I was very nervous about this week and hoping that I wouldn’t be set back too much on the training front. Monday was the worst. The lesson I learned this past week? Don’t go to the worst case scenario first. A new pair of shoes was all I needed.
Monday 7 miles tempo intervals
I had high hopes for this run because the calf/ankle felt totally normal all day Sunday. It was not to be however. The tightness just above my ankle started almost from mile 1 and just got tighter. I’m stubborn so I finished the run. I was very frustrated with the run and started to abandon all hope since I used my other pair of shoes (still old).
Tuesday pump class
It was so good to be back after two weeks off. The instructor pushed us really hard since it was the last Tuesday pump of the year. (or so she said :D) A couple hours later and I could barely lift my arms high enough to wash my hair. I was really sore (in a good way) for the next two days.

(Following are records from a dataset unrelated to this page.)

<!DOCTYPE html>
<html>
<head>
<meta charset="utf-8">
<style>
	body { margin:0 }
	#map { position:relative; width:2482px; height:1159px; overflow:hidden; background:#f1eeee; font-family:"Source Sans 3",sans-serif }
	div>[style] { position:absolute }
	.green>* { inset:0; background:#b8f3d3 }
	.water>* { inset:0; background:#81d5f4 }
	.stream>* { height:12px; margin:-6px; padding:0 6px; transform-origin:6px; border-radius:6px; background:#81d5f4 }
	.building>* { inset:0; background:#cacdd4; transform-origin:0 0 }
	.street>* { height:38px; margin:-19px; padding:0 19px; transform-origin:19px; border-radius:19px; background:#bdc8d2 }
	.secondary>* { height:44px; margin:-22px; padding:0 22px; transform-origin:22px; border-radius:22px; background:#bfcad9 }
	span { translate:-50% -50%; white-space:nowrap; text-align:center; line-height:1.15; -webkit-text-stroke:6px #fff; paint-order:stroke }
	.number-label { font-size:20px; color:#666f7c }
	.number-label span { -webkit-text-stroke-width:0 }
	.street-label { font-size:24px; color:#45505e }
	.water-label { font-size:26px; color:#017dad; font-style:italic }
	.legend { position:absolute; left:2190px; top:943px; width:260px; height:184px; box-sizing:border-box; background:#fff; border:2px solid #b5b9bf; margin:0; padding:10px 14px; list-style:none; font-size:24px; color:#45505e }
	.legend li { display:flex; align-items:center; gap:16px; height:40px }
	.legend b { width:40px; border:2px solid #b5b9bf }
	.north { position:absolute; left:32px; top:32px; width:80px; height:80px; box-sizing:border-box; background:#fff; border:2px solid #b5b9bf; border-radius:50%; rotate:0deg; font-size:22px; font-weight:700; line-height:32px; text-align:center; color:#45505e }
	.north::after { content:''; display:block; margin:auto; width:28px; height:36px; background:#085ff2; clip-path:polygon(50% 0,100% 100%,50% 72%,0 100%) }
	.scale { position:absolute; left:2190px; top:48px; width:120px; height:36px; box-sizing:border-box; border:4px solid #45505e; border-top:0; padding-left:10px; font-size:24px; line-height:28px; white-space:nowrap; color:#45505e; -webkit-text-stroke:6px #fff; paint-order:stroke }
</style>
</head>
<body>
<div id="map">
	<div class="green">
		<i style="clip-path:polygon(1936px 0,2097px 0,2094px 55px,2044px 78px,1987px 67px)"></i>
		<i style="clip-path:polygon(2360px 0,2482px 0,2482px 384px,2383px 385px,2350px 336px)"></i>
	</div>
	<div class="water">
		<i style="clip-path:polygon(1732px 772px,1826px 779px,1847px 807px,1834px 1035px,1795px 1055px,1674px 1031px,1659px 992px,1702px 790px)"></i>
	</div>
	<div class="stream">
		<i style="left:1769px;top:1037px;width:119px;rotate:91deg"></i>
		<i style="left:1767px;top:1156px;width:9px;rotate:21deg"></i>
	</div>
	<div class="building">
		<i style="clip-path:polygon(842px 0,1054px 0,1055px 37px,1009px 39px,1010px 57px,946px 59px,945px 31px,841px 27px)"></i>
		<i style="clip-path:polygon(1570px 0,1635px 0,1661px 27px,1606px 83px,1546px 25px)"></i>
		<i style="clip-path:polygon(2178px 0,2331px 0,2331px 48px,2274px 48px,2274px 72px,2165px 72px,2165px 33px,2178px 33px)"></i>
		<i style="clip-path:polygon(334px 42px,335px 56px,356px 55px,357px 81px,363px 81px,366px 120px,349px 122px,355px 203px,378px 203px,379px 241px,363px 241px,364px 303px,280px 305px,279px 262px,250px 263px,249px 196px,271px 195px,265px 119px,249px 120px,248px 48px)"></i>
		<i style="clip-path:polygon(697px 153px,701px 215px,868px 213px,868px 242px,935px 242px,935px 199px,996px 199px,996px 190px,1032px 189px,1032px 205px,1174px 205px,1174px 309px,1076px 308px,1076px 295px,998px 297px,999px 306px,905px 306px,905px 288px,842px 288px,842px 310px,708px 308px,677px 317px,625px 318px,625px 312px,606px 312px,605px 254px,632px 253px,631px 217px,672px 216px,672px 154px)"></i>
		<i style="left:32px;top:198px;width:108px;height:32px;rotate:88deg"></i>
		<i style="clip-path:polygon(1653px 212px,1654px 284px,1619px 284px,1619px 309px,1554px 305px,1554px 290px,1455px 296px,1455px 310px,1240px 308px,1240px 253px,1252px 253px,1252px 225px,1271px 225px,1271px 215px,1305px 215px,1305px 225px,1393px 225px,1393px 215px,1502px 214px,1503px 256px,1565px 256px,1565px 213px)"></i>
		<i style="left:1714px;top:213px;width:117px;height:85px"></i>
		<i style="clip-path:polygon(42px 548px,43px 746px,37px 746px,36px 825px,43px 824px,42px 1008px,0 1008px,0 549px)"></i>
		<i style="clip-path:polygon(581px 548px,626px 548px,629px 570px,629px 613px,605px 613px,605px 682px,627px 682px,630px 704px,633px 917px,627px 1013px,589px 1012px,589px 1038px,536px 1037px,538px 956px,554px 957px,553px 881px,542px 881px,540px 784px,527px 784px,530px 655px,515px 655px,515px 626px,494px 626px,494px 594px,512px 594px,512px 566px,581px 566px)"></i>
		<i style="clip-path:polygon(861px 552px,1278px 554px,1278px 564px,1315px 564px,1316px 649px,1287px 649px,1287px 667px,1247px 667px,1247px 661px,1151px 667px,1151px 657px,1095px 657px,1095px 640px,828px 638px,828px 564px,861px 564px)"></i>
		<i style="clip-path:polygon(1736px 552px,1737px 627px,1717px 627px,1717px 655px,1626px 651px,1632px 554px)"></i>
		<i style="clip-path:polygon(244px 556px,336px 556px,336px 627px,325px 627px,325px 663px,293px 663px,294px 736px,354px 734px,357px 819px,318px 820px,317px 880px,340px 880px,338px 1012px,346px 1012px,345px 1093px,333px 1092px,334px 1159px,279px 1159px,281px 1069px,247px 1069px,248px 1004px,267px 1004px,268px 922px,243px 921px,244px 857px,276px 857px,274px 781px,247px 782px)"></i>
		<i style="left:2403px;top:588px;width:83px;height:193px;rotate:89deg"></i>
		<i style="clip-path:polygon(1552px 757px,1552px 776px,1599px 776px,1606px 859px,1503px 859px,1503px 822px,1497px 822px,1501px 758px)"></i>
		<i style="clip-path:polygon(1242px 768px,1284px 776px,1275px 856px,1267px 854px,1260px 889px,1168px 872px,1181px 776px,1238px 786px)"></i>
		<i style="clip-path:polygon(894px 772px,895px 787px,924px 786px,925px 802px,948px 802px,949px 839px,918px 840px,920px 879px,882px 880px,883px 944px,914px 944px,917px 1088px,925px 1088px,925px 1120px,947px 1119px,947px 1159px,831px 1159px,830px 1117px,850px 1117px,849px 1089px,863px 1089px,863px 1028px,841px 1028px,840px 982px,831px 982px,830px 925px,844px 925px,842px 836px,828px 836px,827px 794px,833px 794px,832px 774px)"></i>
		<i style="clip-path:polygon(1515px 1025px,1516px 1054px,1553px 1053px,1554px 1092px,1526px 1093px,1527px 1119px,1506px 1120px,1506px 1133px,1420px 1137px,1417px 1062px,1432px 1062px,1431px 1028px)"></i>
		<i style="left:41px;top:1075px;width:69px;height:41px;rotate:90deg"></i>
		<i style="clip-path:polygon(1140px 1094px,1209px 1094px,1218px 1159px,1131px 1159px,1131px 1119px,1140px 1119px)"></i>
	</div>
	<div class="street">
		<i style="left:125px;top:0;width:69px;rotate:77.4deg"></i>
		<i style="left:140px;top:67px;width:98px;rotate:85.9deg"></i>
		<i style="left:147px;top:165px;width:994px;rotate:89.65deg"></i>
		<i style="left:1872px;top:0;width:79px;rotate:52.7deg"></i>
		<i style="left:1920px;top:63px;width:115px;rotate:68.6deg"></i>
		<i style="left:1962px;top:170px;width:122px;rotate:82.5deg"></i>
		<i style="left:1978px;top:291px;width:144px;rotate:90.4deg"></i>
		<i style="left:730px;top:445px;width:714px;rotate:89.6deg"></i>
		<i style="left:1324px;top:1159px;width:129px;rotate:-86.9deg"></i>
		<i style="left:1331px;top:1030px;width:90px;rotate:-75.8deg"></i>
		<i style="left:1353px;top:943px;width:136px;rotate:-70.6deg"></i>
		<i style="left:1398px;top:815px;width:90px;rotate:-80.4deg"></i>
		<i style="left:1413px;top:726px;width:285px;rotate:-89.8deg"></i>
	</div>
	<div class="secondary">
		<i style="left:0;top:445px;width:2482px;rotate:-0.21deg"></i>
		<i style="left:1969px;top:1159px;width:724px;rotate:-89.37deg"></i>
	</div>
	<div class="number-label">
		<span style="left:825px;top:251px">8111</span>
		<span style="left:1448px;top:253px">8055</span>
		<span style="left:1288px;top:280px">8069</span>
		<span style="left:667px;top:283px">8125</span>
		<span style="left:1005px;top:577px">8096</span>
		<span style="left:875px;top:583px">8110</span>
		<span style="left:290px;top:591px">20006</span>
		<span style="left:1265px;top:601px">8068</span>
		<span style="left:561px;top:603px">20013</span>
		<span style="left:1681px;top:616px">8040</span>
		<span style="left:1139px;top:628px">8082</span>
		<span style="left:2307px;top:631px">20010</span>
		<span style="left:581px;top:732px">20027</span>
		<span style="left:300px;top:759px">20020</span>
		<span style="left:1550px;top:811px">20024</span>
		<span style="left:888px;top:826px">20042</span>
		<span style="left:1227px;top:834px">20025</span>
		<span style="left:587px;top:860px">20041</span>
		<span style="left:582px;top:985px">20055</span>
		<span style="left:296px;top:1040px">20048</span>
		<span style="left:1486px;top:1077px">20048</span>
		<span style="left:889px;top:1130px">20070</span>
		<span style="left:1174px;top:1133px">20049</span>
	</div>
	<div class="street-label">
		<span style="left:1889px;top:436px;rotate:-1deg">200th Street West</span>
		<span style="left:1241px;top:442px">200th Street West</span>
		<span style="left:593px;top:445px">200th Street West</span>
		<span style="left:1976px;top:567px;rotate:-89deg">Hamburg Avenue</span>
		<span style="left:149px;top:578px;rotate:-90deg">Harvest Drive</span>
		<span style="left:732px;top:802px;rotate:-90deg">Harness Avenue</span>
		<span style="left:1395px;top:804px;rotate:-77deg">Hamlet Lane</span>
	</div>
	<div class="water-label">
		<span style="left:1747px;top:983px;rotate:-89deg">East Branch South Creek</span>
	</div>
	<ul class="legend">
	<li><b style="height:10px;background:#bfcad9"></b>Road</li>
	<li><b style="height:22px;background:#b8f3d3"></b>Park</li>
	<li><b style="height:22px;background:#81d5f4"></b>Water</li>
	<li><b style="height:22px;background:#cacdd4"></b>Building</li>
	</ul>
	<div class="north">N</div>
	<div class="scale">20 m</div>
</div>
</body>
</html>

Wednesday 5 miles regular run
New shoes=no calf tightness whatsoever. My pace was slower on this run though because my glutes (along with many other muscles) were incredibly sore from pump class. I still had a smile on my face the entire time.
Thursday stationary bike
This ride was tough since I was still pretty sore from pump on Tuesday. I pushed hard just to keep myself going. I must have pushed harder than normal because I finished a minute earlier than normal and didn’t need to sprint at all.
Friday 9 miles regular run (Mom’s long run)
I felt strong the entire time. Mom did a great job (her longest run yet!) and even pushed us to an 8:44 last mile.
I got some walking in while reading before we started out. Other than that I got to spend 6 hours in the car on a trip that normally takes 4 hours. Yay
Sunday 13 miles long run
This was a good run, despite the mild dehydration issues.